Renommer l’Institut de Sécurité de l’IA des États-Unis : Une question de priorités
Le récent changement de nom de l’Institut de Sécurité de l’IA des États-Unis (AISI) en Centre pour les Normes et l’Innovation de l’IA (CAISI) marque un tournant significatif dans les priorités nationales concernant le développement de l’IA. Ce changement, bien que semblant trivial, révèle une réorientation des valeurs qui prévalent dans la gouvernance de l’intelligence artificielle.
Un changement de vision
La gouvernance de l’IA n’est jamais neutre. La manière dont nous décrivons les institutions révèle notre compréhension de leur fonction. La transformation de l’AISI en CAISI indique un glissement entre deux visions concurrentes : l’une qui met l’accent sur la mitigation des risques à long terme et la responsabilité publique, et l’autre qui privilégie l’innovation, la rapidité et la compétitivité mondiale.
L’AISI, qui dépendait du National Institute of Standards and Technology (NIST), était fondé sur deux prémisses clés : d’abord que « l’IA bénéfique dépend de la sécurité de l’IA », ensuite que « la sécurité de l’IA dépend de la science ». À sa création, l’AISI avait pour missions principales de développer des métriques standardisées pour l’IA de pointe, de coordonner avec des partenaires mondiaux sur des stratégies de mitigation des risques, et d’avancer dans la science des tests et validations pour la sécurité.
La nouvelle mission de CAISI
La mission révisée de CAISI reflète un changement subtil mais déterminé vers l’accélérationnisme. Comme l’a déclaré le secrétaire Lutnick :
« Pendant trop longtemps, la censure et les réglementations ont été utilisées sous le prétexte de la sécurité nationale. Les innovateurs ne seront plus limités par ces normes. »
Alors que l’AISI représentait les valeurs des défenseurs de la sécurité, le CAISI semble s’aligner avec des acteurs tels qu’OpenAI et Andreessen Horowitz, qui considèrent une réglementation excessive comme une menace existentielle à la compétitivité des États-Unis.
Un appel à la pluralité
Il est préoccupant que cette transition ignore également les voix de la société civile. Une analyse des 10 068 commentaires publics soumis en soutien à la préparation du Plan d’Action sur l’IA révèle que, bien que 41 % des contributions des grandes entreprises soutiennent l’accélérationnisme, le public privilégie majoritairement la justice, la responsabilité, et la safety. Près de 94 % des répondants de la société civile se concentrent sur l’intérêt public, plaidant pour des mécanismes de redressement et une supervision démocratique, et non simplement sur l’innovation.

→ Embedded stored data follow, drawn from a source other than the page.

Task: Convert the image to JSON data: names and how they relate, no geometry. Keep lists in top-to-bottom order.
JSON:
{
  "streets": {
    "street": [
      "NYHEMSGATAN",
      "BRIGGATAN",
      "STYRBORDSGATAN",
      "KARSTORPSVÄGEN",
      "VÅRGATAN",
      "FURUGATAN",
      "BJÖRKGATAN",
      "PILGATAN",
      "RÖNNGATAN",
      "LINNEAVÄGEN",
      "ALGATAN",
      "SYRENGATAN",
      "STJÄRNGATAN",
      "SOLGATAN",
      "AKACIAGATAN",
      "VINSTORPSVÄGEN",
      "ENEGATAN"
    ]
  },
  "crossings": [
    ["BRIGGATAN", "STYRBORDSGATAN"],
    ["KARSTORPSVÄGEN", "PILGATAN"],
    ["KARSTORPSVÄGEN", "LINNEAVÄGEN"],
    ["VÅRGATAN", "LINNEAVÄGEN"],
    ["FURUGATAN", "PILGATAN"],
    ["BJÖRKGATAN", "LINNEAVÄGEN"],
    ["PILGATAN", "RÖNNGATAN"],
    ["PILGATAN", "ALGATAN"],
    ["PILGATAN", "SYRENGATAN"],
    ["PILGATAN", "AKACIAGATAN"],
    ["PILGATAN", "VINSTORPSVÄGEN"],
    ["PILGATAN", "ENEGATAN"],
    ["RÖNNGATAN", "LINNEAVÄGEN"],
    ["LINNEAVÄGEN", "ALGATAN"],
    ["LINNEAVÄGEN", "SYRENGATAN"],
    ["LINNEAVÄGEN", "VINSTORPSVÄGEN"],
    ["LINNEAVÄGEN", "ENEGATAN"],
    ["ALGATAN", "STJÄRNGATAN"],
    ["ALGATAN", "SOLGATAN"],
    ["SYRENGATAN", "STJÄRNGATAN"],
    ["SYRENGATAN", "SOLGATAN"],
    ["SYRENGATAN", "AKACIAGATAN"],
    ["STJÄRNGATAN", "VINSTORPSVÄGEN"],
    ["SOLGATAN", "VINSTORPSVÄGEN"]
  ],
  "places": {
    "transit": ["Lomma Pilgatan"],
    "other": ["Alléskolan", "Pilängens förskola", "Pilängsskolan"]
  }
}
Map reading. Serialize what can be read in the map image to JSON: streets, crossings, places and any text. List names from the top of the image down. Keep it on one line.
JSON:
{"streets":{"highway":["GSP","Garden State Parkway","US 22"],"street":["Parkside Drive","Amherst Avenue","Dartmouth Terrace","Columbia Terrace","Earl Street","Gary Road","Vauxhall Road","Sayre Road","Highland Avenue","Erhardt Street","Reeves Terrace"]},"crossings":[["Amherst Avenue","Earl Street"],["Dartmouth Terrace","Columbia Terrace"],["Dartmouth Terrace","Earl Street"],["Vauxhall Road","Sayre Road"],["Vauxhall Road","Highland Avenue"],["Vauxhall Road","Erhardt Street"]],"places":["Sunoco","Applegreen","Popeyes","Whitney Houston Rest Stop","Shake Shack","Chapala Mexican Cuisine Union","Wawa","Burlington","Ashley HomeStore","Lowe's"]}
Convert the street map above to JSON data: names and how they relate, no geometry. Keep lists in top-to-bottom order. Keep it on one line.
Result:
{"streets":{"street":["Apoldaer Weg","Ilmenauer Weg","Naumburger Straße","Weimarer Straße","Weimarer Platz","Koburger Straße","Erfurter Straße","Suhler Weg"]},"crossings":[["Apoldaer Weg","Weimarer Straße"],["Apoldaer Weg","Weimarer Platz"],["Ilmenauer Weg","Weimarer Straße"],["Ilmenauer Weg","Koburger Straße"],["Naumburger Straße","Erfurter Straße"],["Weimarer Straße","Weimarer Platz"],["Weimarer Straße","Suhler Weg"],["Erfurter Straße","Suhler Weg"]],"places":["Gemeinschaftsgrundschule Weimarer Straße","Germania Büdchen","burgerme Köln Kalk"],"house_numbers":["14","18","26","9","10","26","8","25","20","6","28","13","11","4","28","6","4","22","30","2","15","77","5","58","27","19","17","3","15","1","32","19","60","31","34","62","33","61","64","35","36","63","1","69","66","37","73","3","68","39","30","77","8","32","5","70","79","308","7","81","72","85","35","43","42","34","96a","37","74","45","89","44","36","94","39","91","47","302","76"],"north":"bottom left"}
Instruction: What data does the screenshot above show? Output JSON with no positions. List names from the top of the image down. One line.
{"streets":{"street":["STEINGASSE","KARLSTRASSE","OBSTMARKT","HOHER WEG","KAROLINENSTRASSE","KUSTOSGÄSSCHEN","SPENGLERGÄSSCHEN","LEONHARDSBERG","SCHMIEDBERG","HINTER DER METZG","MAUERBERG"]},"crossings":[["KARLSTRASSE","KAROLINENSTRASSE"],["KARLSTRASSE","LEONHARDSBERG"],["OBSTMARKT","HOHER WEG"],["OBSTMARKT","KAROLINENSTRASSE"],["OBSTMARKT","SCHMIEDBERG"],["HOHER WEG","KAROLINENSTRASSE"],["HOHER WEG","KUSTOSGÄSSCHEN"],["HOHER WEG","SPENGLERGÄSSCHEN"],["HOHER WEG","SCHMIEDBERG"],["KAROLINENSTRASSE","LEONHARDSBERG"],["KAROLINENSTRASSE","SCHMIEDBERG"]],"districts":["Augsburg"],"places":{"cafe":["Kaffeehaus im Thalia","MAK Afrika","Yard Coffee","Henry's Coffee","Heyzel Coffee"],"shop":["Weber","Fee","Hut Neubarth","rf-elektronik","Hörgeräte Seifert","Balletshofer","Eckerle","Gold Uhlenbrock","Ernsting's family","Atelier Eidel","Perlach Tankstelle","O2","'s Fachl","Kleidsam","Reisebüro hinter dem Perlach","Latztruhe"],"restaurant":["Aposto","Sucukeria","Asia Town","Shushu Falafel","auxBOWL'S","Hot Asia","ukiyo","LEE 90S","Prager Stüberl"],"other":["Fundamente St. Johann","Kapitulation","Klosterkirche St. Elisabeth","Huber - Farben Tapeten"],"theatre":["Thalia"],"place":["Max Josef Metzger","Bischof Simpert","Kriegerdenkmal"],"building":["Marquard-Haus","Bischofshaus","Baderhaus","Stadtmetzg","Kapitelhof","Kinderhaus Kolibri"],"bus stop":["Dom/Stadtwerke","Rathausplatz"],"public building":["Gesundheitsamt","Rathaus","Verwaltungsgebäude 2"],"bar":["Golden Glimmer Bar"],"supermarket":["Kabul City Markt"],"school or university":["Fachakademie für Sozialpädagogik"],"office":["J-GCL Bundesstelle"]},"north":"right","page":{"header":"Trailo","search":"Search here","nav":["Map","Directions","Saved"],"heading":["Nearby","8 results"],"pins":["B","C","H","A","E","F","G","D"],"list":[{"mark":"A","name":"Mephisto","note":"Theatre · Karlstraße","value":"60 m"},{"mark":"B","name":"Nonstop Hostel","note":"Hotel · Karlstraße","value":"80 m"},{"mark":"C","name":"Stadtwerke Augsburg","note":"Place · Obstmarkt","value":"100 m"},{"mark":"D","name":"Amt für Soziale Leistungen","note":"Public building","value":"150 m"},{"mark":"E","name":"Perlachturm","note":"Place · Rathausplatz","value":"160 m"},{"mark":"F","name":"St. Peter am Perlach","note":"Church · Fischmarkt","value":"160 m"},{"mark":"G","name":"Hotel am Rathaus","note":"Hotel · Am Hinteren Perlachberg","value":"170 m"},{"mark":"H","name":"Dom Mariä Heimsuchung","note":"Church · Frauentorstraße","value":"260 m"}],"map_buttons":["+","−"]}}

Pour que le CAISI puisse remplir son mandat au service de la nation, il doit aller au-delà d’un seul point de vue. Il doit être une plateforme pour le pluralisme : un lieu où la sécurité nationale, la sécurité publique et l’innovation sont des partenaires égaux dans la gouvernance.
Un avenir incertain
Les revendications actuelles en faveur d’une réglementation légère masquent un agenda visant à n’aucune réglementation, reformulé comme une défense contre une prétendue intrusion gouvernementale prématurée. Le véritable défi n’est pas de trouver un juste équilibre entre trop ou trop peu de réglementation. Il s’agit de concevoir des modèles d oversight adaptatifs.
Des alternatives telles que les bac à sable pour l’IA, des modèles de gouvernance dynamiques, ou des organisations réglementaires multipartites sont déjà sur la table. Si le CAISI est bien positionné, il pourrait servir de nœud crucial pour établir un cadre de gouvernance de l’IA réactif.
Les mots ont de l’importance. Les institutions aussi. Le changement de nom du CAISI n’est pas qu’une question d’apparence : il codifie l’intention de gouverner. Il est clair que l’administration recherche la rapidité, des approbations simplifiées, et un minimum de freins réglementaires. Si nous laissons le passage de la sécurité aux normes de sécurité sans examen, nous ne faisons pas que favoriser l’innovation, mais nous accélérons également au-delà de la responsabilité.